> [Problem statement] Make an exact copy of the entries below.

> [Dataset excerpts]
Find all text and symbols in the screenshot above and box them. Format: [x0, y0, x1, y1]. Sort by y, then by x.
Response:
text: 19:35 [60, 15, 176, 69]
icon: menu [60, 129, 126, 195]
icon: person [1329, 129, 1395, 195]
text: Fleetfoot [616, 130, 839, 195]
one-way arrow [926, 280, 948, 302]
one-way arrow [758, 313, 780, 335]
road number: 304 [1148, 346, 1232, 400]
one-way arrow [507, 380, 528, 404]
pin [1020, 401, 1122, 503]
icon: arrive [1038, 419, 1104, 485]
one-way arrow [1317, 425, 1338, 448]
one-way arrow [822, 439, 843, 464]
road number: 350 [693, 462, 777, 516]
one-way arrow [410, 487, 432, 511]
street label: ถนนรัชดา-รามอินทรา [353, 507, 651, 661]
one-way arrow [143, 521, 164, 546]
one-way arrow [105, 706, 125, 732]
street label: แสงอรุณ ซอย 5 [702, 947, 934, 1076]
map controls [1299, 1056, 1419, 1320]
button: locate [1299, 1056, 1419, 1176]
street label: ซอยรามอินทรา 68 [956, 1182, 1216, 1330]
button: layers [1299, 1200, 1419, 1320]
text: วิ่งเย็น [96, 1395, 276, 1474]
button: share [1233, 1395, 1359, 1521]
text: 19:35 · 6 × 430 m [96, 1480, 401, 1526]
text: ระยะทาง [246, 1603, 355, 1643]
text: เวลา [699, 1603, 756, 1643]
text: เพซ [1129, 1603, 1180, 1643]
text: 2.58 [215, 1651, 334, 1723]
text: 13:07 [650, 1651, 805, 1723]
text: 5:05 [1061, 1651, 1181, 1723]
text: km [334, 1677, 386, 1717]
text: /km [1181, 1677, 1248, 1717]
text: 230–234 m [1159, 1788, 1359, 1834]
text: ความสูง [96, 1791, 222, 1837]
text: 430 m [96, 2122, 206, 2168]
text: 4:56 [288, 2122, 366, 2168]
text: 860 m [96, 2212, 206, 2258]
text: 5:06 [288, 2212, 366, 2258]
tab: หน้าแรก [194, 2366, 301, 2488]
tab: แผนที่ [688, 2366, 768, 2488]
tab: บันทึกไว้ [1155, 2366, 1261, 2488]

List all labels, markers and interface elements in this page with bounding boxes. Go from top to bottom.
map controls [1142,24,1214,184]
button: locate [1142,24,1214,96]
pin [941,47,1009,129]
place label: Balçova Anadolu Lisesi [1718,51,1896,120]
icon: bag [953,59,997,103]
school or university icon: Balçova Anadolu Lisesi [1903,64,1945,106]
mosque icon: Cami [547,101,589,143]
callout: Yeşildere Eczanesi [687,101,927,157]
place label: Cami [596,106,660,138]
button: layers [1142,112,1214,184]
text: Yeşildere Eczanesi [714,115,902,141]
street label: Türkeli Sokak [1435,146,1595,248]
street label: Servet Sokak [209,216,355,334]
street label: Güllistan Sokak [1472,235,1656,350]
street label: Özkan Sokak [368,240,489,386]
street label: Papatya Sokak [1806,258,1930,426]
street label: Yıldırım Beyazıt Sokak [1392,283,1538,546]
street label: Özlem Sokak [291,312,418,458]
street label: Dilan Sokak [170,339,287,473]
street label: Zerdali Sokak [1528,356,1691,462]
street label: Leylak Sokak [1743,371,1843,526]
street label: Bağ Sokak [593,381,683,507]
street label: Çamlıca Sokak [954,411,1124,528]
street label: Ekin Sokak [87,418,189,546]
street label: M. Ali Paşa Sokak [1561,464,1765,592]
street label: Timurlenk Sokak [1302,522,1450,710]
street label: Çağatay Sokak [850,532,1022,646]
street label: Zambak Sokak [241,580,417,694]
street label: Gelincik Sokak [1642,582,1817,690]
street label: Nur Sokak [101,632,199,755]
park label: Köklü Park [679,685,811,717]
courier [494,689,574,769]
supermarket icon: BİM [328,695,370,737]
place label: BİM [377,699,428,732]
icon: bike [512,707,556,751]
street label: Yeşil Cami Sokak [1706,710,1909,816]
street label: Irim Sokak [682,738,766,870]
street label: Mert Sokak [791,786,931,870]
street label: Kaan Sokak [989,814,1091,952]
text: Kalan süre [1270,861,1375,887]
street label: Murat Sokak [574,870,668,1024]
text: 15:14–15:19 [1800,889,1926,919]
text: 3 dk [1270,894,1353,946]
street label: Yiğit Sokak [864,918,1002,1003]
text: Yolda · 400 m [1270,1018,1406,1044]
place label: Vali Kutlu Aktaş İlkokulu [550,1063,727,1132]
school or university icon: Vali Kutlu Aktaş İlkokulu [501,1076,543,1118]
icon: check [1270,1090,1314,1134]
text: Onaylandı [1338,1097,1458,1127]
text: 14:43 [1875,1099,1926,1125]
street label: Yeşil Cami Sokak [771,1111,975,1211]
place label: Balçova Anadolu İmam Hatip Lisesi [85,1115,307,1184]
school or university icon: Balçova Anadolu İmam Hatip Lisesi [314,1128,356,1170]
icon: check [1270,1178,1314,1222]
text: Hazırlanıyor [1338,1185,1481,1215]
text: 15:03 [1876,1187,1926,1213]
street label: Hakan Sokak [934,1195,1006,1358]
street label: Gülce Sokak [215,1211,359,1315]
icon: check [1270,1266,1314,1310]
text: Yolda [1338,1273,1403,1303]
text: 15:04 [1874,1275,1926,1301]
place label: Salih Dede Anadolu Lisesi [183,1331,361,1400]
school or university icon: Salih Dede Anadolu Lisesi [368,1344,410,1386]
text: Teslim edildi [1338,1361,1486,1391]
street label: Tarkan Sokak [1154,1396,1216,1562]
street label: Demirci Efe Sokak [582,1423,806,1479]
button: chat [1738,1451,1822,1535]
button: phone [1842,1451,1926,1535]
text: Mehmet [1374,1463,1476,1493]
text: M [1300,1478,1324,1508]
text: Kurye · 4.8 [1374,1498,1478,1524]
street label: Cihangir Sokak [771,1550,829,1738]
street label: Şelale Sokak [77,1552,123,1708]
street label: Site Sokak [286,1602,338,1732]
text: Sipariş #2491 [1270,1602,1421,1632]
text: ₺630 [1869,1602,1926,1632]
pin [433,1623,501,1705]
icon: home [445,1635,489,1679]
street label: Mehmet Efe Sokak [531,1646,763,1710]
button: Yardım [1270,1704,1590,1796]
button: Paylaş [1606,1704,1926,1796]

> [Answer to this exercise]
Find all text and symbols in the screenshot above and box them. Format: [x0, y0, x1, y1]. Sort by y, then by x.
Response:
text: 19:35 [60, 15, 176, 69]
icon: menu [60, 129, 126, 195]
icon: person [1329, 129, 1395, 195]
text: Fleetfoot [616, 130, 839, 195]
one-way arrow [926, 280, 948, 302]
one-way arrow [758, 313, 780, 335]
road number: 304 [1148, 346, 1232, 400]
one-way arrow [507, 380, 528, 404]
pin [1020, 401, 1122, 503]
icon: arrive [1038, 419, 1104, 485]
one-way arrow [1317, 425, 1338, 448]
one-way arrow [822, 439, 843, 464]
road number: 350 [693, 462, 777, 516]
one-way arrow [410, 487, 432, 511]
street label: ถนนรัชดา-รามอินทรา [353, 507, 651, 661]
one-way arrow [143, 521, 164, 546]
one-way arrow [105, 706, 125, 732]
street label: แสงอรุณ ซอย 5 [702, 947, 934, 1076]
map controls [1299, 1056, 1419, 1320]
button: locate [1299, 1056, 1419, 1176]
street label: ซอยรามอินทรา 68 [956, 1182, 1216, 1330]
button: layers [1299, 1200, 1419, 1320]
text: วิ่งเย็น [96, 1395, 276, 1474]
button: share [1233, 1395, 1359, 1521]
text: 19:35 · 6 × 430 m [96, 1480, 401, 1526]
text: ระยะทาง [246, 1603, 355, 1643]
text: เวลา [699, 1603, 756, 1643]
text: เพซ [1129, 1603, 1180, 1643]
text: 2.58 [215, 1651, 334, 1723]
text: 13:07 [650, 1651, 805, 1723]
text: 5:05 [1061, 1651, 1181, 1723]
text: km [334, 1677, 386, 1717]
text: /km [1181, 1677, 1248, 1717]
text: 230–234 m [1159, 1788, 1359, 1834]
text: ความสูง [96, 1791, 222, 1837]
text: 430 m [96, 2122, 206, 2168]
text: 4:56 [288, 2122, 366, 2168]
text: 860 m [96, 2212, 206, 2258]
text: 5:06 [288, 2212, 366, 2258]
tab: หน้าแรก [194, 2366, 301, 2488]
tab: แผนที่ [688, 2366, 768, 2488]
tab: บันทึกไว้ [1155, 2366, 1261, 2488]

List all labels, markers and interface elements in this page with bounding boxes. Go from top to bottom.
map controls [1142,24,1214,184]
button: locate [1142,24,1214,96]
pin [941,47,1009,129]
place label: Balçova Anadolu Lisesi [1718,51,1896,120]
icon: bag [953,59,997,103]
school or university icon: Balçova Anadolu Lisesi [1903,64,1945,106]
mosque icon: Cami [547,101,589,143]
callout: Yeşildere Eczanesi [687,101,927,157]
place label: Cami [596,106,660,138]
button: layers [1142,112,1214,184]
text: Yeşildere Eczanesi [714,115,902,141]
street label: Türkeli Sokak [1435,146,1595,248]
street label: Servet Sokak [209,216,355,334]
street label: Güllistan Sokak [1472,235,1656,350]
street label: Özkan Sokak [368,240,489,386]
street label: Papatya Sokak [1806,258,1930,426]
street label: Yıldırım Beyazıt Sokak [1392,283,1538,546]
street label: Özlem Sokak [291,312,418,458]
street label: Dilan Sokak [170,339,287,473]
street label: Zerdali Sokak [1528,356,1691,462]
street label: Leylak Sokak [1743,371,1843,526]
street label: Bağ Sokak [593,381,683,507]
street label: Çamlıca Sokak [954,411,1124,528]
street label: Ekin Sokak [87,418,189,546]
street label: M. Ali Paşa Sokak [1561,464,1765,592]
street label: Timurlenk Sokak [1302,522,1450,710]
street label: Çağatay Sokak [850,532,1022,646]
street label: Zambak Sokak [241,580,417,694]
street label: Gelincik Sokak [1642,582,1817,690]
street label: Nur Sokak [101,632,199,755]
park label: Köklü Park [679,685,811,717]
courier [494,689,574,769]
supermarket icon: BİM [328,695,370,737]
place label: BİM [377,699,428,732]
icon: bike [512,707,556,751]
street label: Yeşil Cami Sokak [1706,710,1909,816]
street label: Irim Sokak [682,738,766,870]
street label: Mert Sokak [791,786,931,870]
street label: Kaan Sokak [989,814,1091,952]
text: Kalan süre [1270,861,1375,887]
street label: Murat Sokak [574,870,668,1024]
text: 15:14–15:19 [1800,889,1926,919]
text: 3 dk [1270,894,1353,946]
street label: Yiğit Sokak [864,918,1002,1003]
text: Yolda · 400 m [1270,1018,1406,1044]
place label: Vali Kutlu Aktaş İlkokulu [550,1063,727,1132]
school or university icon: Vali Kutlu Aktaş İlkokulu [501,1076,543,1118]
icon: check [1270,1090,1314,1134]
text: Onaylandı [1338,1097,1458,1127]
text: 14:43 [1875,1099,1926,1125]
street label: Yeşil Cami Sokak [771,1111,975,1211]
place label: Balçova Anadolu İmam Hatip Lisesi [85,1115,307,1184]
school or university icon: Balçova Anadolu İmam Hatip Lisesi [314,1128,356,1170]
icon: check [1270,1178,1314,1222]
text: Hazırlanıyor [1338,1185,1481,1215]
text: 15:03 [1876,1187,1926,1213]
street label: Hakan Sokak [934,1195,1006,1358]
street label: Gülce Sokak [215,1211,359,1315]
icon: check [1270,1266,1314,1310]
text: Yolda [1338,1273,1403,1303]
text: 15:04 [1874,1275,1926,1301]
place label: Salih Dede Anadolu Lisesi [183,1331,361,1400]
school or university icon: Salih Dede Anadolu Lisesi [368,1344,410,1386]
text: Teslim edildi [1338,1361,1486,1391]
street label: Tarkan Sokak [1154,1396,1216,1562]
street label: Demirci Efe Sokak [582,1423,806,1479]
button: chat [1738,1451,1822,1535]
button: phone [1842,1451,1926,1535]
text: Mehmet [1374,1463,1476,1493]
text: M [1300,1478,1324,1508]
text: Kurye · 4.8 [1374,1498,1478,1524]
street label: Cihangir Sokak [771,1550,829,1738]
street label: Şelale Sokak [77,1552,123,1708]
street label: Site Sokak [286,1602,338,1732]
text: Sipariş #2491 [1270,1602,1421,1632]
text: ₺630 [1869,1602,1926,1632]
pin [433,1623,501,1705]
icon: home [445,1635,489,1679]
street label: Mehmet Efe Sokak [531,1646,763,1710]
button: Yardım [1270,1704,1590,1796]
button: Paylaş [1606,1704,1926,1796]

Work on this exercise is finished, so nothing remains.